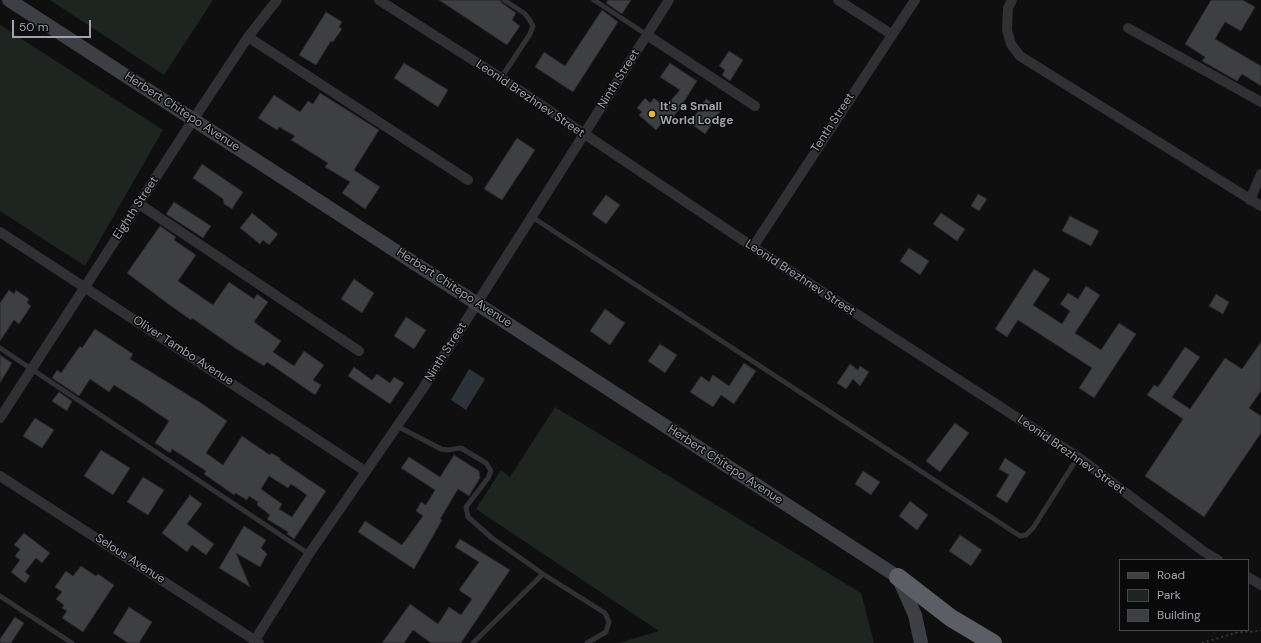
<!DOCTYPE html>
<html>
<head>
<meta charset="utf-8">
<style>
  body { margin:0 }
  #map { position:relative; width:1261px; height:643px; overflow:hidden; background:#0f0f10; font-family:"DM Sans",sans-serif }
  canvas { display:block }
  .legend { position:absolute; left:1119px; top:559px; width:130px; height:72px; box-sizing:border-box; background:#0a0a0b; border:1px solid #46484d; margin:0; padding:5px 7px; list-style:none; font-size:12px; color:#a1a4b0 }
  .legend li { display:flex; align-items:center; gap:8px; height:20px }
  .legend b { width:20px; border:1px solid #46484d }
  .scale { position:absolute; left:12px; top:20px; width:79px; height:18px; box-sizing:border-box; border:2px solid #a1a4b0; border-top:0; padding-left:5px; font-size:12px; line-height:14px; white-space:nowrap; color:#a1a4b0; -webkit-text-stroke:3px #0a0a0b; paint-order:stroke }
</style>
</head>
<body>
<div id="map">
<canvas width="1261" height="643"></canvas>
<ul class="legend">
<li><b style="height:5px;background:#3e3f45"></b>Road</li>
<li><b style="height:11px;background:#1e241f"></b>Park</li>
<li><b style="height:11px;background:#3e3f43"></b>Building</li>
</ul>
<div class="scale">50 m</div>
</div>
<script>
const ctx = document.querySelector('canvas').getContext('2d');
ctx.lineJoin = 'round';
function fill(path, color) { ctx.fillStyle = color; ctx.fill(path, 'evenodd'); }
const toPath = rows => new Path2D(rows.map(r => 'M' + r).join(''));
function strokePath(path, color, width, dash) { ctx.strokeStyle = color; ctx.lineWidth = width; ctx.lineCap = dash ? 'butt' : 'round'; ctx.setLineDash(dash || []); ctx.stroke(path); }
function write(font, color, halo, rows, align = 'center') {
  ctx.font = font + ' "DM Sans",sans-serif'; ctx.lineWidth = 3; ctx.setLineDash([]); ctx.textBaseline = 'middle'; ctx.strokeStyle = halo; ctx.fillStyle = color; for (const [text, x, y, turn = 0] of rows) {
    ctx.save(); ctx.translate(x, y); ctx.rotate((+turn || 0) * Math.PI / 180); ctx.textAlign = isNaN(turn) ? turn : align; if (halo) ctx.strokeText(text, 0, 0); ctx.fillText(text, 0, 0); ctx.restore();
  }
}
const green = toPath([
  [50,0,213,0,164,75],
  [0,25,163,130,85,266,0,211],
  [555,407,861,593,874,643,619,643,659,631,476,509,501,470,510,477]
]);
const water = toPath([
  [469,369,485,379,466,410,451,400]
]);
const building = toPath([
  [439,0,500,0,502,3,516,13,512,20,520,26,507,45,439,0],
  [608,0,631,0,622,14,606,3,608,0],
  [1211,0,1243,0,1255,7,1241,31,1225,22,1215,39,1261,66,1261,86,1242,74,1237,81,1202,61,1205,57,1185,44,1211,0],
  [602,10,618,22,573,92,535,67,544,52,565,66,602,10],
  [326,12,342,22,339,27,342,29,333,42,331,41,316,65,299,55,326,12],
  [729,51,743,60,730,81,722,75,725,70,719,66,729,51],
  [404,63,448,90,438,107,394,78,404,63],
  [670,63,697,81,683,103,684,104,673,117,665,125,662,123,656,130,639,115,642,112,637,108,645,98,650,103,654,98,665,107,680,90,660,77,670,63],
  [320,93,379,130,354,170,380,187,365,209,342,193,350,182,325,167,328,163,291,140,295,136,279,127,277,130,258,118,274,95,300,112,308,101,313,104,320,93],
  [706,99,722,109,705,134,690,123,706,99],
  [517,138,535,150,502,200,484,189,517,138],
  [202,164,243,192,232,209,224,204,223,199,193,178,202,164],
  [978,194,987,199,979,211,971,206,978,194],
  [606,195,620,205,606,224,592,214,606,195],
  [174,202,211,226,203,238,166,214,174,202],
  [252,213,278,234,269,245,263,240,260,244,240,228,252,213],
  [941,213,965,229,957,241,933,224,941,213],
  [1070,216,1099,231,1091,246,1062,231,1070,216],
  [160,226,176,237,174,240,196,255,178,281,213,305,229,282,254,299,257,294,268,302,254,322,281,341,273,352,294,366,304,351,324,365,313,380,321,385,315,395,267,362,264,366,235,348,192,318,191,320,171,306,127,273,160,226],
  [909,248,929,261,920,275,900,261,909,248],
  [1034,269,1050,279,1033,305,1062,324,1070,311,1060,304,1068,293,1078,299,1086,286,1100,295,1075,333,1101,350,1119,323,1136,334,1094,398,1079,388,1092,368,1018,320,1007,337,995,329,1034,269],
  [354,279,374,293,362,313,341,299,354,279],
  [9,290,14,294,16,290,29,299,27,303,31,306,19,324,14,320,0,341,0,303,9,290],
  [1216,294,1229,302,1223,314,1209,306,1216,294],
  [605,309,625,323,610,345,590,331,605,309],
  [406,317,426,330,414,349,394,336,406,317],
  [95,329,133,354,130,359,201,403,227,421,206,453,223,465,242,436,270,455,271,453,280,458,280,460,326,491,294,539,287,534,288,532,267,519,270,515,257,505,258,502,249,496,247,500,235,493,234,495,204,474,206,471,172,449,170,453,155,443,169,421,141,402,114,385,109,392,90,379,79,396,52,378,57,370,61,373,80,346,82,348,95,329],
  [269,476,288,488,291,484,307,495,292,517,279,509,282,504,261,489,269,476],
  [1261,342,1261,391,1249,408,1261,416,1261,433,1204,517,1145,476,1183,419,1147,395,1154,385,1158,387,1185,347,1200,357,1172,397,1190,409,1225,358,1242,369,1261,342],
  [660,344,677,355,665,373,648,361,660,344],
  [0,355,12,363,0,383,0,355],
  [744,363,756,371,734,404,721,395,713,407,690,392,701,376,709,382,713,375,729,386,744,363],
  [850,364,858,370,860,366,869,372,860,386,853,379,846,389,837,383,850,364],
  [354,367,372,380,377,374,390,383,394,377,404,383,390,404,348,376,354,367],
  [59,392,72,401,67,411,52,401,59,392],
  [35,418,54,430,42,448,23,436,35,418],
  [955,423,969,433,940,472,926,461,955,423],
  [101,450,130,468,113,495,84,476,101,450],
  [454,455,479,471,480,478,469,496,458,489,440,519,442,520,414,569,358,532,365,521,402,545,423,516,416,511,421,502,426,505,435,490,401,468,409,457,440,477,454,455],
  [1005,458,1026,472,1007,503,996,496,1009,475,999,469,1005,458],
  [863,471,880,482,871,495,855,484,863,471],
  [143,477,164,490,148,515,127,502,143,477],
  [190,495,202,504,187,524,214,544,206,555,192,545,187,552,162,533,190,495],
  [910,501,928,515,917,530,899,516,910,501],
  [244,526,266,540,261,548,267,554,260,567,236,553,250,587,219,568,244,526],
  [24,533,50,553,42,563,36,558,25,572,30,576,25,583,11,572,20,560,15,556,20,549,14,545,24,533],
  [960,535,982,550,971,566,949,551,960,535],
  [460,539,510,570,461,643,431,643,413,630,404,643,382,643,410,604,438,624,449,607,461,615,472,599,459,590,479,562,455,547,460,539],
  [81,566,96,576,98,574,114,585,83,632,62,618,67,611,62,608,64,605,56,599,62,592,55,587,66,571,73,576,81,566],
  [129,607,152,622,139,643,128,643,113,633,129,607],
  [15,617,24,623,11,643,0,643,0,639,15,617]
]);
const path = toPath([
  [1202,643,1239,632,1261,631]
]);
const lane = toPath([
  [594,0,647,35],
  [501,78,530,34,533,26,529,19,524,13,504,0],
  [532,217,1020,536,1026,535,1033,528,1078,457],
  [0,348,309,554],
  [397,426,441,449,448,450,461,448,486,463,491,471,488,478,466,507,468,517,492,538,543,574,605,613,609,622,606,632,587,643],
  [0,596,72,643],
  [473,643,543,574]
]);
const street = toPath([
  [379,0,501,78,753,247,1078,457,1203,551,1218,560],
  [838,0,891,34],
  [1012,0,1008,8,1007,30,1011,44,1020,56,1261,206],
  [1128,28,1261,102],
  [647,35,755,106],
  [248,37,468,180],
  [1250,200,1261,174],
  [139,204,359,351],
  [0,232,365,471],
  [753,247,915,0],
  [0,418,193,120,248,37,277,0],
  [0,476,259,643],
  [1248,577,1261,585],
  [255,640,309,554,422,390,669,0]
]);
const secondary = toPath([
  [9,0,898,577,915,615,921,643]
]);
const highway = toPath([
  [898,577,951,618,993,643]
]);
const markers = [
  [652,114,4,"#e6b731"]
];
const streetNames = [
  ["Ninth Street",619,79,-58],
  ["Leonid Brezhnev Street",530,99,34],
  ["Herbert Chitepo Avenue",182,112,33],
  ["Tenth Street",833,123,-57],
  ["Eighth Street",136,208,-57],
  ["Leonid Brezhnev Street",800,278,33],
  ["Herbert Chitepo Avenue",454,288,33],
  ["Oliver Tambo Avenue",183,351,33],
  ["Ninth Street",446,352,-58],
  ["Leonid Brezhnev Street",1071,455,35],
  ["Herbert Chitepo Avenue",725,465,33],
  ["Selous Avenue",130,559,33]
];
const poiNames = [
  ["It's a Small",660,107],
  ["World Lodge",660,121]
];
fill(green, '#1e241f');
fill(water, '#2b323a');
fill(building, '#3e3f43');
strokePath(building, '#29292c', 1);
strokePath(path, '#36373c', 2, [2, 3]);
strokePath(lane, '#303035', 5);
strokePath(street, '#303035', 10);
strokePath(secondary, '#3e3f45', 14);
strokePath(highway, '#5c5e65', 18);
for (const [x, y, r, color] of markers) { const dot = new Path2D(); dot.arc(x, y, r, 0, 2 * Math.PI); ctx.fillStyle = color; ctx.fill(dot); strokePath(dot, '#0a0a0b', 1.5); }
write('12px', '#a1a4b0', '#0a0a0b', streetNames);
write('bold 12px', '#a1a4b0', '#0a0a0b', poiNames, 'left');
</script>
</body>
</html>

-*-

YOUR OBJECTIVE: From the first line above to the line containing "ctx.font = font", repeat each line exactly. Pictures stay out.

RESPONSE FOR THIS EXERCISE:
<!DOCTYPE html>
<html>
<head>
<meta charset="utf-8">
<style>
  body { margin:0 }
  #map { position:relative; width:1261px; height:643px; overflow:hidden; background:#0f0f10; font-family:"DM Sans",sans-serif }
  canvas { display:block }
  .legend { position:absolute; left:1119px; top:559px; width:130px; height:72px; box-sizing:border-box; background:#0a0a0b; border:1px solid #46484d; margin:0; padding:5px 7px; list-style:none; font-size:12px; color:#a1a4b0 }
  .legend li { display:flex; align-items:center; gap:8px; height:20px }
  .legend b { width:20px; border:1px solid #46484d }
  .scale { position:absolute; left:12px; top:20px; width:79px; height:18px; box-sizing:border-box; border:2px solid #a1a4b0; border-top:0; padding-left:5px; font-size:12px; line-height:14px; white-space:nowrap; color:#a1a4b0; -webkit-text-stroke:3px #0a0a0b; paint-order:stroke }
</style>
</head>
<body>
<div id="map">
<canvas width="1261" height="643"></canvas>
<ul class="legend">
<li><b style="height:5px;background:#3e3f45"></b>Road</li>
<li><b style="height:11px;background:#1e241f"></b>Park</li>
<li><b style="height:11px;background:#3e3f43"></b>Building</li>
</ul>
<div class="scale">50 m</div>
</div>
<script>
const ctx = document.querySelector('canvas').getContext('2d');
ctx.lineJoin = 'round';
function fill(path, color) { ctx.fillStyle = color; ctx.fill(path, 'evenodd'); }
const toPath = rows => new Path2D(rows.map(r => 'M' + r).join(''));
function strokePath(path, color, width, dash) { ctx.strokeStyle = color; ctx.lineWidth = width; ctx.lineCap = dash ? 'butt' : 'round'; ctx.setLineDash(dash || []); ctx.stroke(path); }
function write(font, color, halo, rows, align = 'center') {
  ctx.font = font + ' "DM Sans",sans-serif'; ctx.lineWidth = 3; ctx.setLineDash([]); ctx.textBaseline = 'middle'; ctx.strokeStyle = halo; ctx.fillStyle = color; for (const [text, x, y, turn = 0] of rows) {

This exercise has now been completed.